In ad-tech, it seems like much of our conversation revolves around how to make money: monetization strategies, improving ROI, boosting revenue. Our industry boasts many of the most creative, intelligent minds in the world, sophisticated technological resources and, let’s face it, a lot of dough. It is our responsibility; in fact, it is the responsibility of all global industries, to take some of those resources and put them to use saving the world.
Now, before you think I’m preaching down to you from atop my high horse, hear me out. The fact is, all businesses are part of a community, be it local, national or global, and being part of that community means doing your part to help support it as a whole. For a global industry like ad-tech, there are opportunities on every scale for us to use some of our intelligence, creativity, money and technology know-how to give back to the community that built us.
“Think globally, act locally” isn’t just a bumper sticker on every hippie VW minibus on the highway; it’s actually a really great way for people and organizations to approach philanthropy. Those who may not quite know where to start can simply look in their own home base for opportunities to help out. The unfortunate fact is that one doesn’t have to look too far beyond one’s own nose to find someone in need.
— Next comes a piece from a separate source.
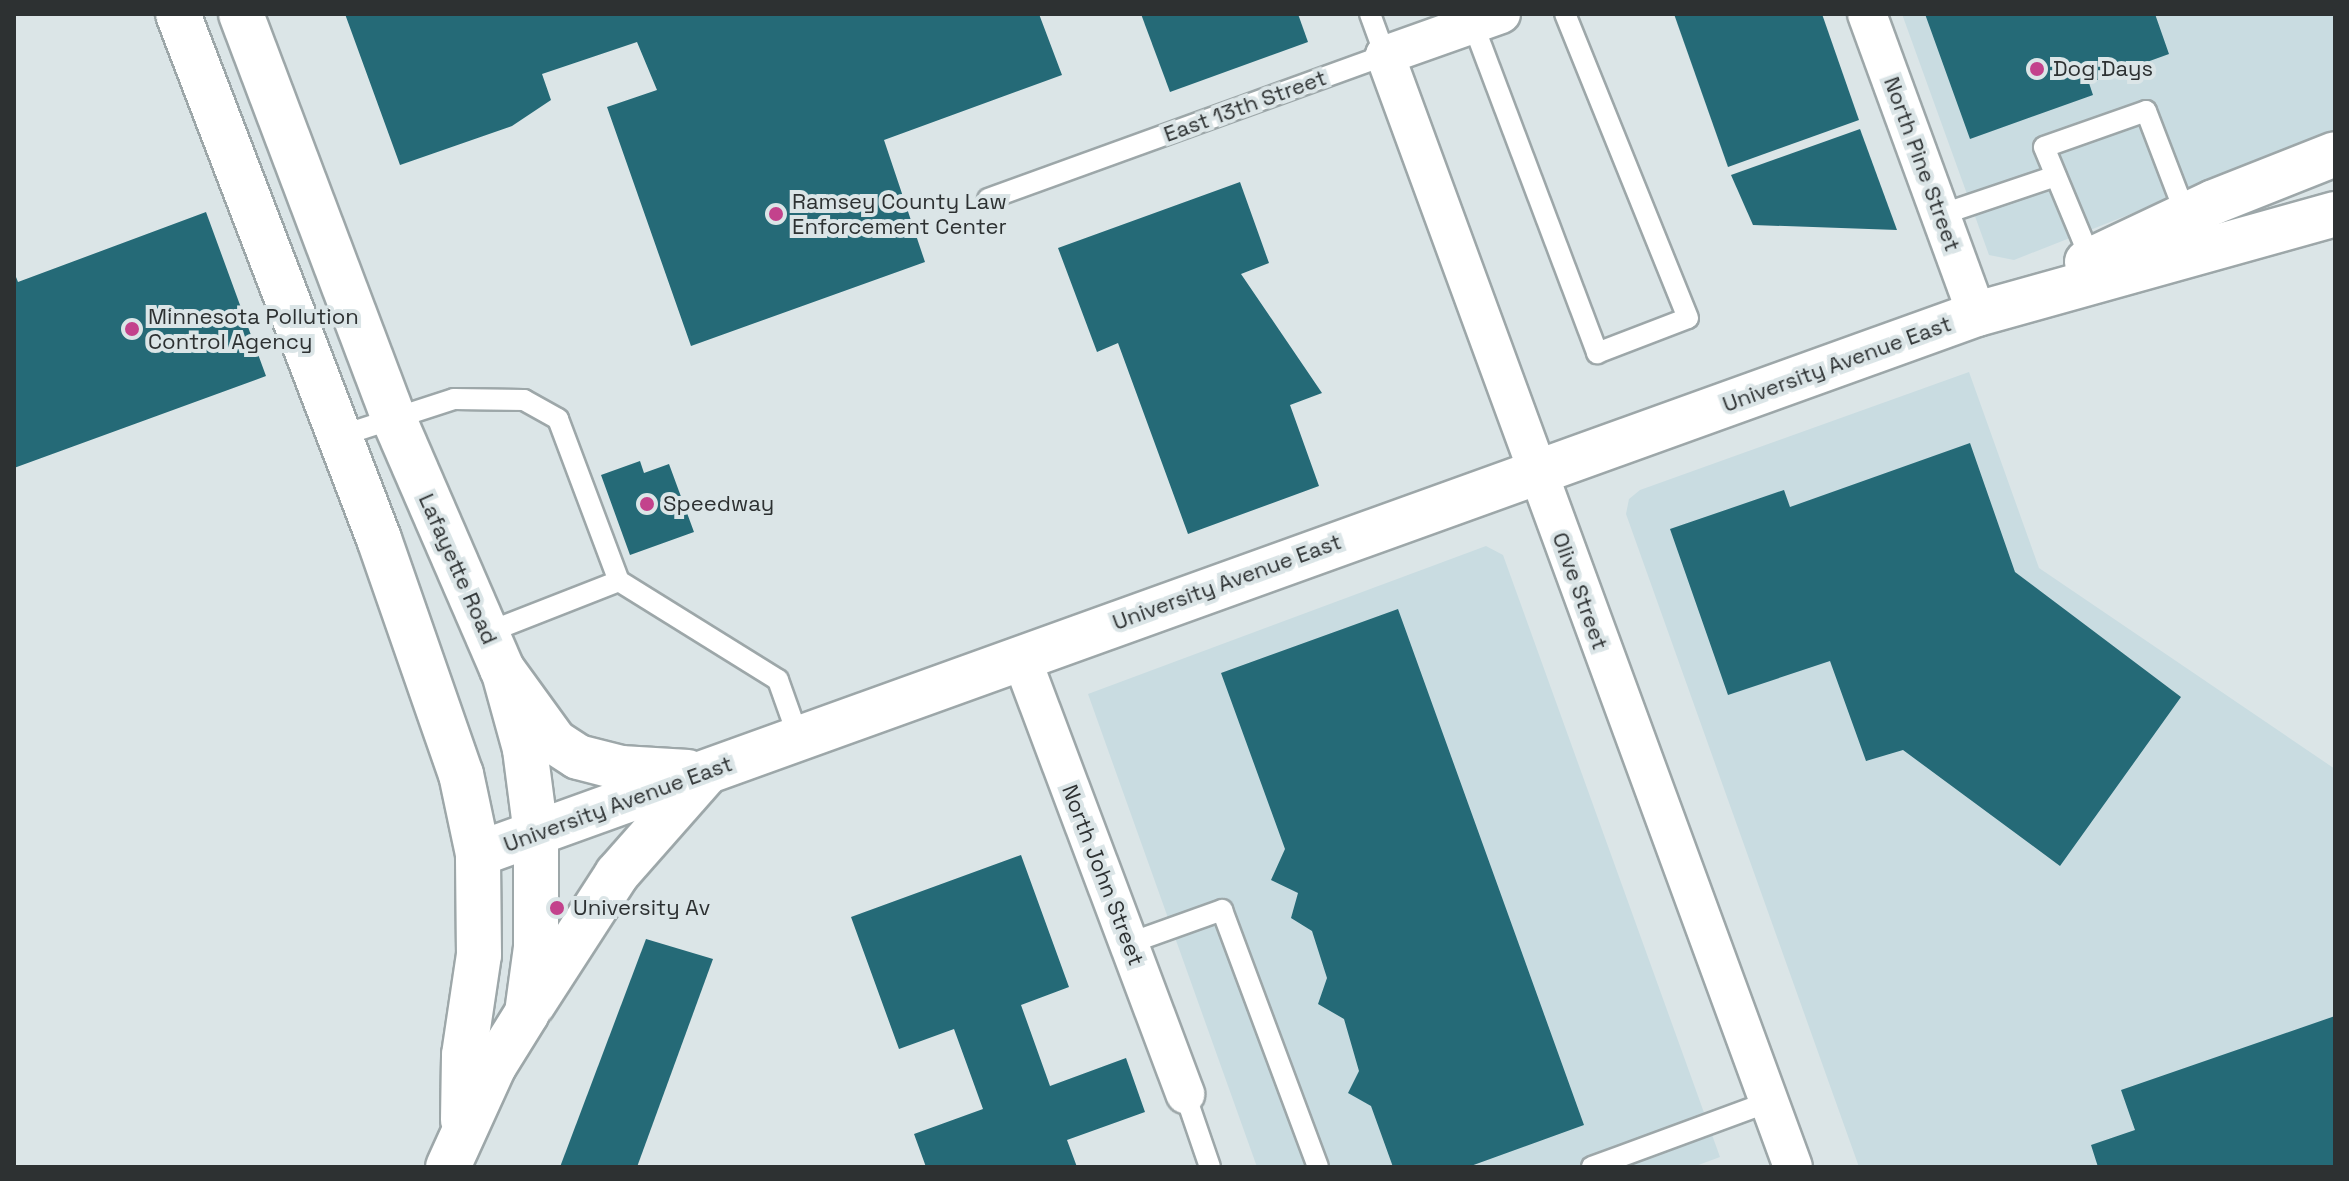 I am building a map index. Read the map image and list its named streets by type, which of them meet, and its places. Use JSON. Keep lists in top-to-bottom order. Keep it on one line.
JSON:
{"streets":{"main road":["University Avenue East","Lafayette Road"],"street":["East 13th Street","North Pine Street","Olive Street","North John Street"]},"crossings":[["East 13th Street","Olive Street"],["North Pine Street","University Avenue East"],["University Avenue East","Lafayette Road"],["University Avenue East","Olive Street"],["University Avenue East","North John Street"]],"places":["Dog Days","Ramsey County Law Enforcement Center","Minnesota Pollution Control Agency","Speedway","University Av"]}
My personal causes include sitting on the boards of the Hebrew Educational Society (non-profit community center) and Children’s International, where I was gratified to lead development of a community center in Guayaquil, Ecuador. These have been immensely fulfilling for me on a personal level, but for organizations, there can be even more opportunities to give back.
At CPXi, we have made it a priority to devote time and resources to charitable causes, and that’s a great place for organizations to get their feet wet. Make it company policy to provide employees with paid/no-penalty time off to do charitable work. In your offices, provide donation bins for employees to bring in clothes, canned goods, toys, etc. to donate to local homeless shelters. Organize company-wide “giving back” days, where all employees can work together to contribute to a cause such as rebuilding community schools, company 5ks, holiday soup kitchens or animal adoption drives. Get feedback from your crew on the causes that are important to them and decide on a few your whole company can get behind.
All of that can be done at any organization in any industry, but what about us tech geeks? Consider the power of technology in the modern world, how instrumental social media has been in global politics, how a simple screen and internet connection can revolutionize education in developing countries. Technology makes the modern world run, and a lot of us take it for granted, but it can hold immense significance for those who have not had access to it.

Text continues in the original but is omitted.